A new academic survey and benchmark have found that large language models, despite strong scores on medical licensing-style exams, fall significantly short when tested on authentic clinical decision tasks drawn from real hospital data.
The work, published on arXiv in April 2025, combines a structured review of existing medical reasoning methods with the introduction of MR-Bench, a novel evaluation framework built from real-world clinical cases. The authors argue that exam-style benchmarks — which have driven much of the optimism around AI in medicine — do not adequately capture the complexity of how doctors actually reason through patient care.
Evaluations on MR-Bench expose a pronounced gap between exam-level performance and accuracy on authentic clinical decision tasks.
Why Medical Exams Are the Wrong Yardstick
Medical licensing exams test factual recall and pattern recognition in controlled, well-posed scenarios. Clinical reasoning, by contrast, is what happens when a doctor faces an ambiguous presentation, incomplete data, and a patient whose condition may be changing by the hour. The survey's authors ground their analysis in cognitive theories of clinical reasoning, framing the process as an iterative cycle of abduction (generating candidate diagnoses from symptoms), deduction (predicting what should follow if a hypothesis is correct), and induction (updating beliefs based on new evidence).
This framing matters because it sets a higher bar than most current benchmarks demand. Passing a multiple-choice question about drug interactions is not the same as deciding, in real time, whether a patient's deteriorating labs warrant an immediate intervention or watchful waiting.
Seven Technical Routes, One Unified Evaluation
The survey organizes existing approaches to medical reasoning into seven major technical routes, spanning both training-based methods — such as fine-tuning on clinical text — and training-free approaches, including chain-of-thought prompting and retrieval-augmented generation. According to the authors, prior work has evaluated these methods across inconsistent experimental settings, making it difficult to draw reliable comparisons.
To address this, the team conducted a unified cross-benchmark evaluation of representative models under consistent conditions. This kind of methodological standardization is relatively rare in the field and allows the survey to offer something more than a catalogue of results: it provides a systematic picture of where different methods actually stand relative to one another.
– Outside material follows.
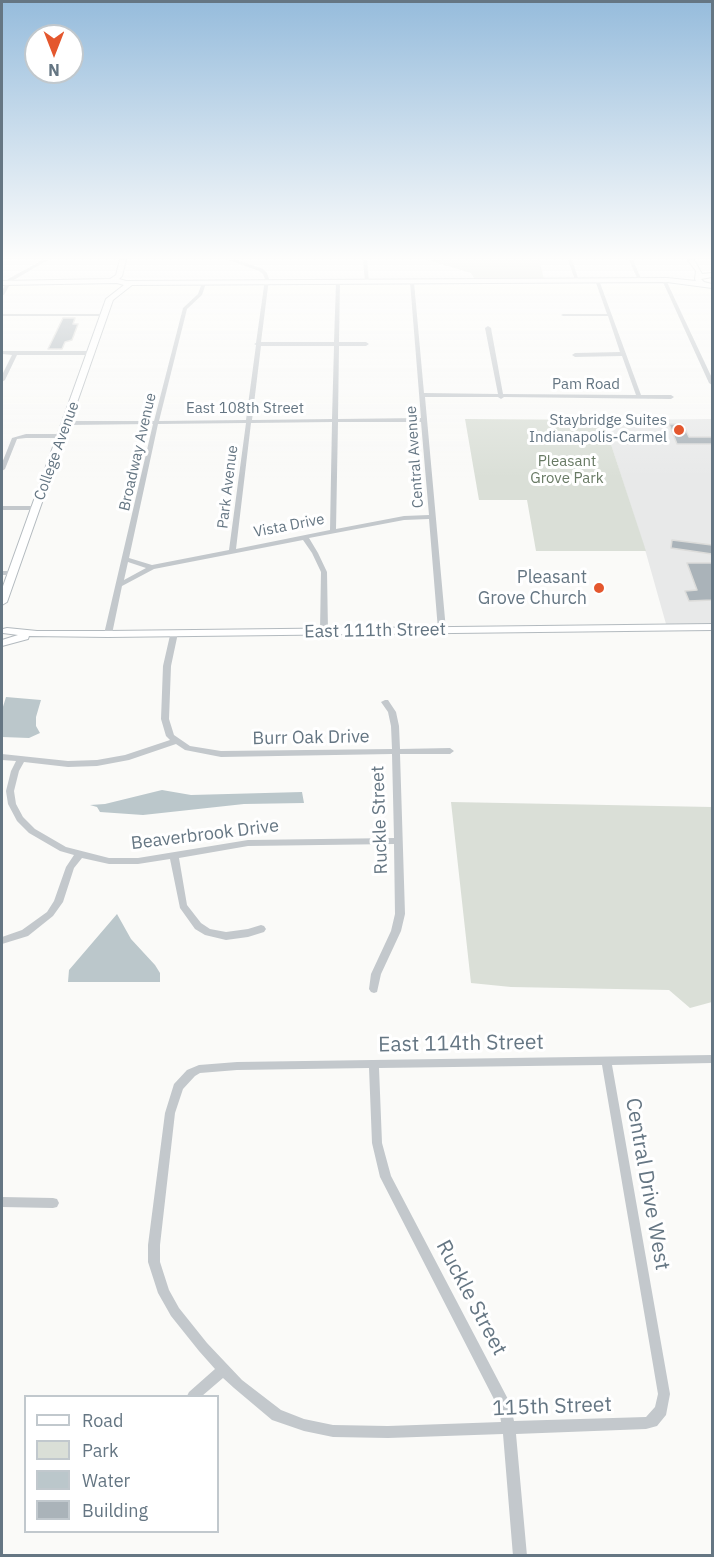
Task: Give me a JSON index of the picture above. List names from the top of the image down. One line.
{"streets":{"main road":["College Avenue","East 111th Street"],"street":["Pam Road","East 108th Street","Broadway Avenue","Central Avenue","Park Avenue","Vista Drive","Burr Oak Drive","Ruckle Street","Beaverbrook Drive","East 114th Street","Central Drive West","115th Street"]},"crossings":[["Pam Road","Central Avenue"],["East 108th Street","College Avenue"],["East 108th Street","Broadway Avenue"],["East 108th Street","Central Avenue"],["East 108th Street","Park Avenue"],["Broadway Avenue","Vista Drive"],["Broadway Avenue","East 111th Street"],["Central Avenue","Vista Drive"],["Central Avenue","East 111th Street"],["Park Avenue","Vista Drive"],["Burr Oak Drive","Ruckle Street"],["Ruckle Street","Beaverbrook Drive"],["Ruckle Street","East 114th Street"],["Ruckle Street","115th Street"],["East 114th Street","Central Drive West"],["East 114th Street","115th Street"],["Central Drive West","115th Street"]],"parks":["Pleasant Grove Park"],"places":["Staybridge Suites Indianapolis-Carmel","Pleasant Grove Church"],"legend":["Road","Park","Water","Building"],"north":"bottom"}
MR-Bench: Grounding AI Evaluation in Hospital Reality
MR-Bench is the survey's most concrete contribution. Unlike benchmarks assembled from textbooks or curated exam databases, MR-Bench is derived from real-world hospital data, placing models in scenarios that reflect the messiness and stakes of actual clinical environments. The benchmark is designed to assess clinically grounded reasoning rather than surface-level recall.
The results show a notable difference in performance. Models that perform competitively on established medical benchmarks show a pronounced drop in accuracy when evaluated on MR-Bench's clinical decision tasks. The authors do not specify exact figures for all models in the abstract, but describe the performance gap as significant — indicating a difference large enough to matter in practice, not just statistically.
This finding aligns with a broader pattern in AI research: performance on curated benchmarks can overstate real-world capability, sometimes dramatically. In medical AI, that gap carries direct consequences for patient safety.
What the Field Has Been Missing
The survey also highlights what it describes as key gaps between current model performance and the requirements of real-world clinical reasoning. These include handling evolving evidence — where the right answer may change as new test results arrive — and operating reliably in context-dependent situations where patient history, comorbidities, and clinical setting all shape the appropriate response.
Safety is an explicit concern throughout. Clinical decision-making is described as inherently safety-critical, and the authors make clear that reliable performance in this domain requires more than factual knowledge. A model that confidently recalls the standard dosing for a medication is not necessarily equipped to reason about whether that medication is appropriate for a specific patient with a complex history.
The survey does not advocate for or against clinical deployment of LLMs. Instead, it provides a framework for understanding what robust medical reasoning actually requires and where current methods fall short — a more useful contribution than either uncritical enthusiasm or blanket caution.
What This Means
For researchers, clinicians, and health system decision-makers evaluating AI tools, this survey is a practical reminder that exam-score benchmarks are insufficient proxies for clinical readiness — and that MR-Bench offers a more demanding, realistic standard against which to measure progress.